**Task objective**
Please return each of the entries exactly, minus their pictures.

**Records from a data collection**
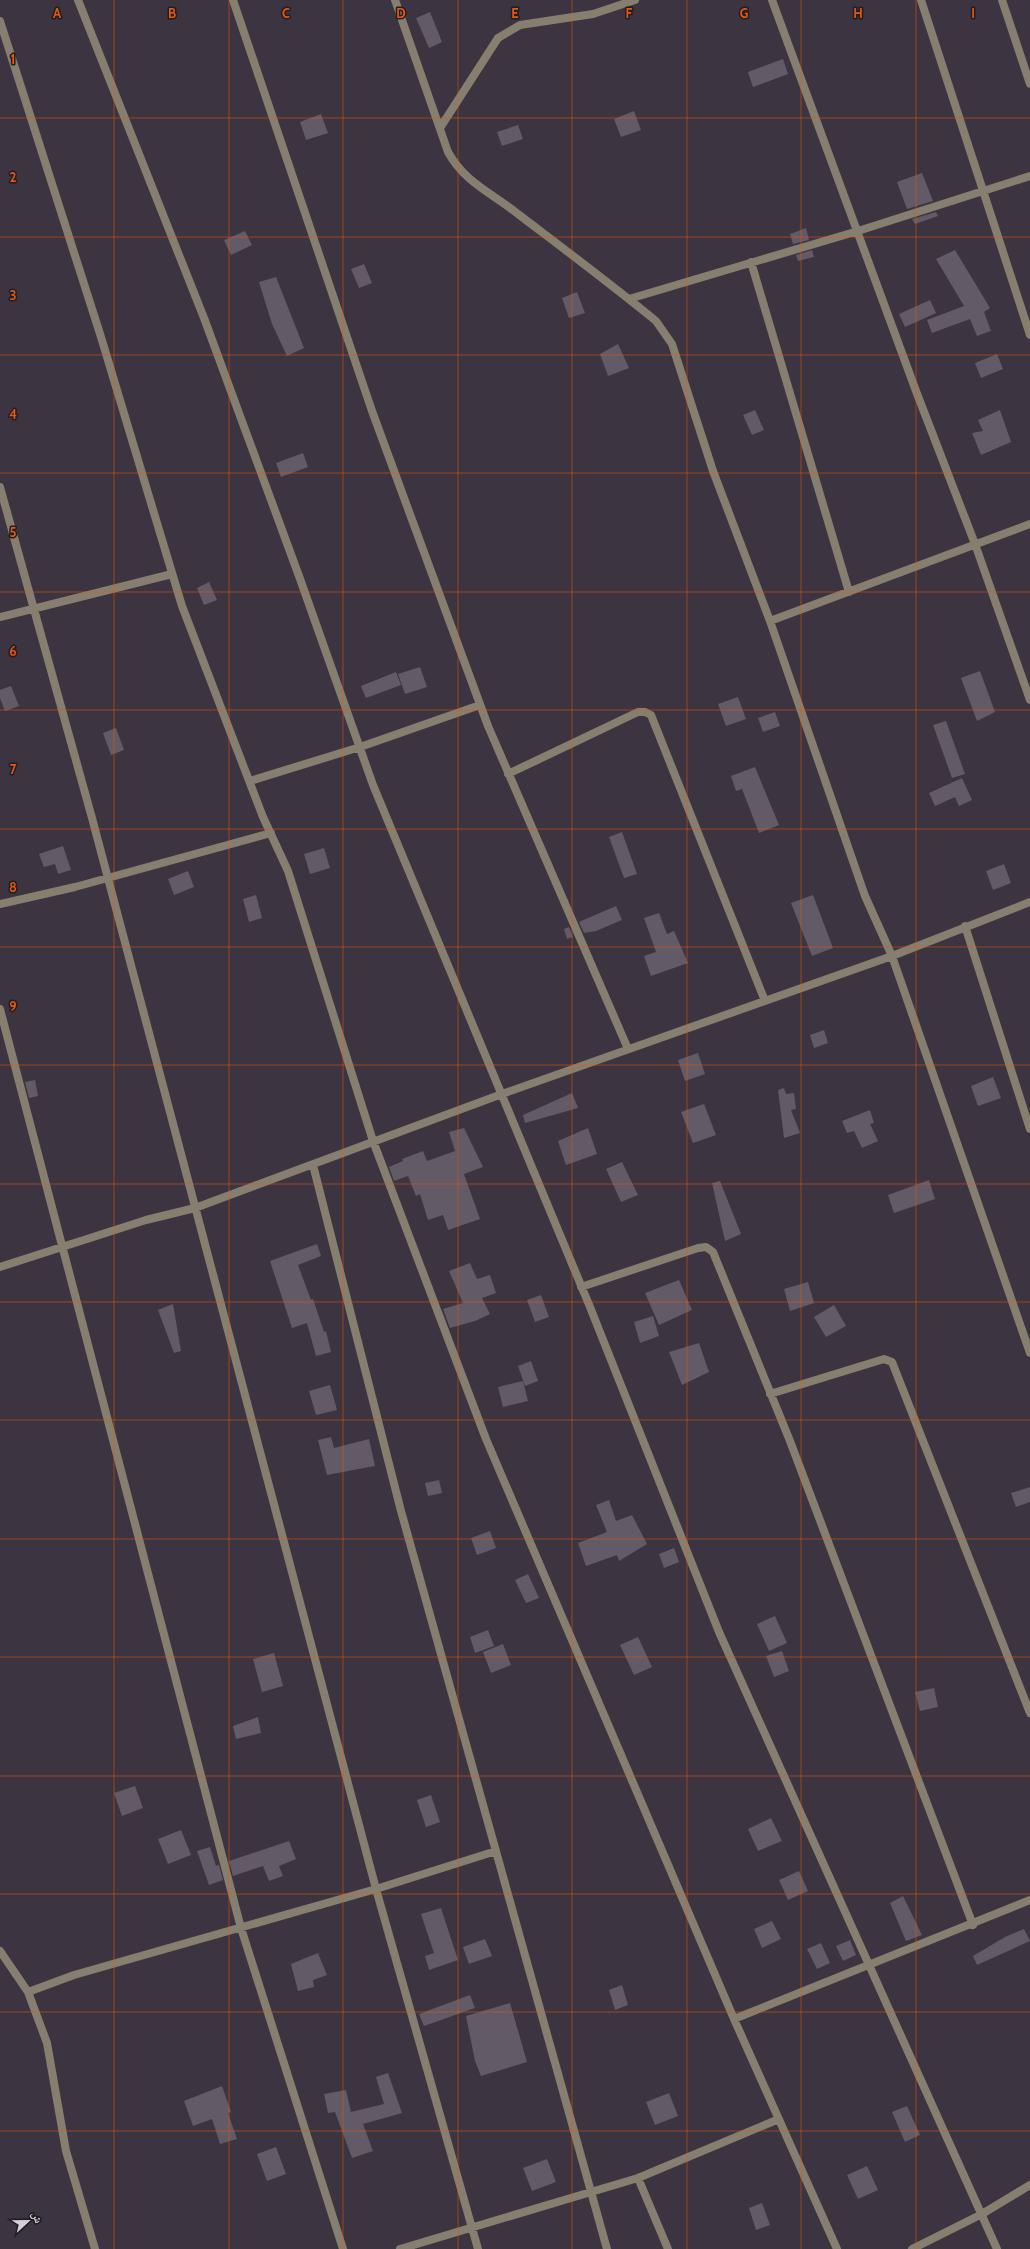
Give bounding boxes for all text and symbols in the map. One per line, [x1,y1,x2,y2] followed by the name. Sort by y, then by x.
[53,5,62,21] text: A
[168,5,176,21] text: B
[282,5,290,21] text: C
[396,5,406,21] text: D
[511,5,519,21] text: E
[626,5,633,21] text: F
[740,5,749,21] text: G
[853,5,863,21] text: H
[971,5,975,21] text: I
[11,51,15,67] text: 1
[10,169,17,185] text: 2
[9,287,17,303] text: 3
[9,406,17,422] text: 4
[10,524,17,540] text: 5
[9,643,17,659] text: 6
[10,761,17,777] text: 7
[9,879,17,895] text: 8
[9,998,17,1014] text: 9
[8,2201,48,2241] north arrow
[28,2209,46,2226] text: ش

**Problem solution**
Give bounding boxes for all text and symbols in the map. One per line, [x1,y1,x2,y2] followed by the name. Sort by y, then by x.
[53,5,62,21] text: A
[168,5,176,21] text: B
[282,5,290,21] text: C
[396,5,406,21] text: D
[511,5,519,21] text: E
[626,5,633,21] text: F
[740,5,749,21] text: G
[853,5,863,21] text: H
[971,5,975,21] text: I
[11,51,15,67] text: 1
[10,169,17,185] text: 2
[9,287,17,303] text: 3
[9,406,17,422] text: 4
[10,524,17,540] text: 5
[9,643,17,659] text: 6
[10,761,17,777] text: 7
[9,879,17,895] text: 8
[9,998,17,1014] text: 9
[8,2201,48,2241] north arrow
[28,2209,46,2226] text: ش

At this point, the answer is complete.